WORK TO BE COMPLETED:
Word for word, repeat every record.

ENTRIES PROVIDED:
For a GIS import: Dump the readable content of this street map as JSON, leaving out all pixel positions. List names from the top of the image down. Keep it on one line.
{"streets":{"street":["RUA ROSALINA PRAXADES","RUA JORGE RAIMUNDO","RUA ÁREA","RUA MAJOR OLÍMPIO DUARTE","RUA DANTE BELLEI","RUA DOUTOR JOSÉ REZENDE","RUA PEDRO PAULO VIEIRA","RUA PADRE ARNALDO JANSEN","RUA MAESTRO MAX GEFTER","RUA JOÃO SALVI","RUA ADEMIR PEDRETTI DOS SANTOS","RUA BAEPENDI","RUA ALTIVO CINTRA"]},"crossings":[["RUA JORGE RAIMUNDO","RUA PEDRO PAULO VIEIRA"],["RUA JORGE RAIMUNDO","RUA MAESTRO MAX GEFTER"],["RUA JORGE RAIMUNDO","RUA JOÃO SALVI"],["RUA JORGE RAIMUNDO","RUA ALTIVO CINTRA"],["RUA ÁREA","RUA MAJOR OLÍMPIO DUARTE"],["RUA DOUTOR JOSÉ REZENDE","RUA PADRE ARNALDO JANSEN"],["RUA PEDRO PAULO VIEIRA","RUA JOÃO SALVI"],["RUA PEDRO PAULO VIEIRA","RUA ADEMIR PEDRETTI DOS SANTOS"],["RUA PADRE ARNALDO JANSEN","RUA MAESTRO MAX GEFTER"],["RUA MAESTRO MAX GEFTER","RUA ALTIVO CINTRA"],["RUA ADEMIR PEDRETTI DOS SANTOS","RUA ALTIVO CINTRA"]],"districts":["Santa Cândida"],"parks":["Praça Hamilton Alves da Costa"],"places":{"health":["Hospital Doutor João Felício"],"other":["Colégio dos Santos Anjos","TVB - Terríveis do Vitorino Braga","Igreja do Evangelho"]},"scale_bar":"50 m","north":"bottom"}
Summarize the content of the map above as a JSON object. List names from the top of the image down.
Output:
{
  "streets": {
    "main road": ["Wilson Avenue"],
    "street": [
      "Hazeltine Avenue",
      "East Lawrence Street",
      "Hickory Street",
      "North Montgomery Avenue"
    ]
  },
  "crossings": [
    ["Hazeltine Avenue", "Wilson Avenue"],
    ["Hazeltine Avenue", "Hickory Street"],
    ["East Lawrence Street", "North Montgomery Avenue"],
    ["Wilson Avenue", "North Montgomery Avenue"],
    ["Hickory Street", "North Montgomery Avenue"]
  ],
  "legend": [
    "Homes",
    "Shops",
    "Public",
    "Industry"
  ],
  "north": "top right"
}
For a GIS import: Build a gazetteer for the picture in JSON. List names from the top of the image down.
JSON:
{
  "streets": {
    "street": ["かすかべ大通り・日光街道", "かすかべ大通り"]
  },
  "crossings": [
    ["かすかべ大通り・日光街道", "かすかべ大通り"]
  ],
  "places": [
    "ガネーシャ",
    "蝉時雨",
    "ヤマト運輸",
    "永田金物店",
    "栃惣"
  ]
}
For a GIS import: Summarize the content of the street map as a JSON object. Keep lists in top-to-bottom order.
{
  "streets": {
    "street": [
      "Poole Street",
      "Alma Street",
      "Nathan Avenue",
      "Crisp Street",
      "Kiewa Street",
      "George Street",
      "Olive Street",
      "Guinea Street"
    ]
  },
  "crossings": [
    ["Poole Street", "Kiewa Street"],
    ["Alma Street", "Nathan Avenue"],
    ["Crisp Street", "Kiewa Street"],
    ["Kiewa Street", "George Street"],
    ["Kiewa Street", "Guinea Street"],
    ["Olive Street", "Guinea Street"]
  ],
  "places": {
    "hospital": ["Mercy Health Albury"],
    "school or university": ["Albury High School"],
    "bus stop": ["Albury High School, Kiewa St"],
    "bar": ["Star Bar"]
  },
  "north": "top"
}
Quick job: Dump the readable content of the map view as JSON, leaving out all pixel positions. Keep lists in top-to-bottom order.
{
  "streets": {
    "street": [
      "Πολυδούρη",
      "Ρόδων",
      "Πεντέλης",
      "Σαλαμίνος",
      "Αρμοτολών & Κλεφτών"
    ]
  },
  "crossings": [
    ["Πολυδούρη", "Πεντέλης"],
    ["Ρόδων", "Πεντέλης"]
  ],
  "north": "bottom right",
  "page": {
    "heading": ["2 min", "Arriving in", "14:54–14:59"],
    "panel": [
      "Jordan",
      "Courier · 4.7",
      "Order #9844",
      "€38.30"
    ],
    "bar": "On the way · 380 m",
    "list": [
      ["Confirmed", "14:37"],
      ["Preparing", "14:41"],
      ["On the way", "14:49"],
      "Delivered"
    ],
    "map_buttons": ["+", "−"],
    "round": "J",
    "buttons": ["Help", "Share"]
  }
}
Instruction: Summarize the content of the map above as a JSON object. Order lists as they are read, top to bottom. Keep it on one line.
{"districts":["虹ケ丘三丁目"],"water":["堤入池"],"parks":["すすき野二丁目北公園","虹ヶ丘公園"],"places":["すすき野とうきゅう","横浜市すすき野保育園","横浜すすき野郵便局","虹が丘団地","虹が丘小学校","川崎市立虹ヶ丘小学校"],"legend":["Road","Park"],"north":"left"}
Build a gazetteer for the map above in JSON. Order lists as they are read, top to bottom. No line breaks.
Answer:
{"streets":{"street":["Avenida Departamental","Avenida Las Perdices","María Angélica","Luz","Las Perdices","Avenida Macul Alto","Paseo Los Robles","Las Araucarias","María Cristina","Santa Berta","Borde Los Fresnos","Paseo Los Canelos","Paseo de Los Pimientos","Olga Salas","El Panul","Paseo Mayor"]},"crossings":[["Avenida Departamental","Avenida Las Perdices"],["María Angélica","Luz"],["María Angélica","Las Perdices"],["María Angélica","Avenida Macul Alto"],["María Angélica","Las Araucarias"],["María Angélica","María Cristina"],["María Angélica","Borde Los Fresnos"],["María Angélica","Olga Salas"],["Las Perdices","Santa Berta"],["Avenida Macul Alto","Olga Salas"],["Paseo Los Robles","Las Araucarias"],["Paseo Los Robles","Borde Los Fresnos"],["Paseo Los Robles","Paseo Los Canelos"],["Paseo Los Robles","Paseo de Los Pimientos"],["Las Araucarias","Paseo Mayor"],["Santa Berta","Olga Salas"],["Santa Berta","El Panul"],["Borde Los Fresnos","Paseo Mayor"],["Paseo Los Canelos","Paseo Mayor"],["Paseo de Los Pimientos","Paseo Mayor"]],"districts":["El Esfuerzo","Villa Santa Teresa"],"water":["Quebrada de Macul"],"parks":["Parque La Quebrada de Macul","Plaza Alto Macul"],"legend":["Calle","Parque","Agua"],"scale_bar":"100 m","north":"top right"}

RESULT:
For a GIS import: Dump the readable content of this street map as JSON, leaving out all pixel positions. List names from the top of the image down. Keep it on one line.
{"streets":{"street":["RUA ROSALINA PRAXADES","RUA JORGE RAIMUNDO","RUA ÁREA","RUA MAJOR OLÍMPIO DUARTE","RUA DANTE BELLEI","RUA DOUTOR JOSÉ REZENDE","RUA PEDRO PAULO VIEIRA","RUA PADRE ARNALDO JANSEN","RUA MAESTRO MAX GEFTER","RUA JOÃO SALVI","RUA ADEMIR PEDRETTI DOS SANTOS","RUA BAEPENDI","RUA ALTIVO CINTRA"]},"crossings":[["RUA JORGE RAIMUNDO","RUA PEDRO PAULO VIEIRA"],["RUA JORGE RAIMUNDO","RUA MAESTRO MAX GEFTER"],["RUA JORGE RAIMUNDO","RUA JOÃO SALVI"],["RUA JORGE RAIMUNDO","RUA ALTIVO CINTRA"],["RUA ÁREA","RUA MAJOR OLÍMPIO DUARTE"],["RUA DOUTOR JOSÉ REZENDE","RUA PADRE ARNALDO JANSEN"],["RUA PEDRO PAULO VIEIRA","RUA JOÃO SALVI"],["RUA PEDRO PAULO VIEIRA","RUA ADEMIR PEDRETTI DOS SANTOS"],["RUA PADRE ARNALDO JANSEN","RUA MAESTRO MAX GEFTER"],["RUA MAESTRO MAX GEFTER","RUA ALTIVO CINTRA"],["RUA ADEMIR PEDRETTI DOS SANTOS","RUA ALTIVO CINTRA"]],"districts":["Santa Cândida"],"parks":["Praça Hamilton Alves da Costa"],"places":{"health":["Hospital Doutor João Felício"],"other":["Colégio dos Santos Anjos","TVB - Terríveis do Vitorino Braga","Igreja do Evangelho"]},"scale_bar":"50 m","north":"bottom"}
Summarize the content of the map above as a JSON object. List names from the top of the image down.
Output:
{
  "streets": {
    "main road": ["Wilson Avenue"],
    "street": [
      "Hazeltine Avenue",
      "East Lawrence Street",
      "Hickory Street",
      "North Montgomery Avenue"
    ]
  },
  "crossings": [
    ["Hazeltine Avenue", "Wilson Avenue"],
    ["Hazeltine Avenue", "Hickory Street"],
    ["East Lawrence Street", "North Montgomery Avenue"],
    ["Wilson Avenue", "North Montgomery Avenue"],
    ["Hickory Street", "North Montgomery Avenue"]
  ],
  "legend": [
    "Homes",
    "Shops",
    "Public",
    "Industry"
  ],
  "north": "top right"
}
For a GIS import: Build a gazetteer for the picture in JSON. List names from the top of the image down.
JSON:
{
  "streets": {
    "street": ["かすかべ大通り・日光街道", "かすかべ大通り"]
  },
  "crossings": [
    ["かすかべ大通り・日光街道", "かすかべ大通り"]
  ],
  "places": [
    "ガネーシャ",
    "蝉時雨",
    "ヤマト運輸",
    "永田金物店",
    "栃惣"
  ]
}
For a GIS import: Summarize the content of the street map as a JSON object. Keep lists in top-to-bottom order.
{
  "streets": {
    "street": [
      "Poole Street",
      "Alma Street",
      "Nathan Avenue",
      "Crisp Street",
      "Kiewa Street",
      "George Street",
      "Olive Street",
      "Guinea Street"
    ]
  },
  "crossings": [
    ["Poole Street", "Kiewa Street"],
    ["Alma Street", "Nathan Avenue"],
    ["Crisp Street", "Kiewa Street"],
    ["Kiewa Street", "George Street"],
    ["Kiewa Street", "Guinea Street"],
    ["Olive Street", "Guinea Street"]
  ],
  "places": {
    "hospital": ["Mercy Health Albury"],
    "school or university": ["Albury High School"],
    "bus stop": ["Albury High School, Kiewa St"],
    "bar": ["Star Bar"]
  },
  "north": "top"
}
Quick job: Dump the readable content of the map view as JSON, leaving out all pixel positions. Keep lists in top-to-bottom order.
{
  "streets": {
    "street": [
      "Πολυδούρη",
      "Ρόδων",
      "Πεντέλης",
      "Σαλαμίνος",
      "Αρμοτολών & Κλεφτών"
    ]
  },
  "crossings": [
    ["Πολυδούρη", "Πεντέλης"],
    ["Ρόδων", "Πεντέλης"]
  ],
  "north": "bottom right",
  "page": {
    "heading": ["2 min", "Arriving in", "14:54–14:59"],
    "panel": [
      "Jordan",
      "Courier · 4.7",
      "Order #9844",
      "€38.30"
    ],
    "bar": "On the way · 380 m",
    "list": [
      ["Confirmed", "14:37"],
      ["Preparing", "14:41"],
      ["On the way", "14:49"],
      "Delivered"
    ],
    "map_buttons": ["+", "−"],
    "round": "J",
    "buttons": ["Help", "Share"]
  }
}
Instruction: Summarize the content of the map above as a JSON object. Order lists as they are read, top to bottom. Keep it on one line.
{"districts":["虹ケ丘三丁目"],"water":["堤入池"],"parks":["すすき野二丁目北公園","虹ヶ丘公園"],"places":["すすき野とうきゅう","横浜市すすき野保育園","横浜すすき野郵便局","虹が丘団地","虹が丘小学校","川崎市立虹ヶ丘小学校"],"legend":["Road","Park"],"north":"left"}
Build a gazetteer for the map above in JSON. Order lists as they are read, top to bottom. No line breaks.
Answer:
{"streets":{"street":["Avenida Departamental","Avenida Las Perdices","María Angélica","Luz","Las Perdices","Avenida Macul Alto","Paseo Los Robles","Las Araucarias","María Cristina","Santa Berta","Borde Los Fresnos","Paseo Los Canelos","Paseo de Los Pimientos","Olga Salas","El Panul","Paseo Mayor"]},"crossings":[["Avenida Departamental","Avenida Las Perdices"],["María Angélica","Luz"],["María Angélica","Las Perdices"],["María Angélica","Avenida Macul Alto"],["María Angélica","Las Araucarias"],["María Angélica","María Cristina"],["María Angélica","Borde Los Fresnos"],["María Angélica","Olga Salas"],["Las Perdices","Santa Berta"],["Avenida Macul Alto","Olga Salas"],["Paseo Los Robles","Las Araucarias"],["Paseo Los Robles","Borde Los Fresnos"],["Paseo Los Robles","Paseo Los Canelos"],["Paseo Los Robles","Paseo de Los Pimientos"],["Las Araucarias","Paseo Mayor"],["Santa Berta","Olga Salas"],["Santa Berta","El Panul"],["Borde Los Fresnos","Paseo Mayor"],["Paseo Los Canelos","Paseo Mayor"],["Paseo de Los Pimientos","Paseo Mayor"]],"districts":["El Esfuerzo","Villa Santa Teresa"],"water":["Quebrada de Macul"],"parks":["Parque La Quebrada de Macul","Plaza Alto Macul"],"legend":["Calle","Parque","Agua"],"scale_bar":"100 m","north":"top right"}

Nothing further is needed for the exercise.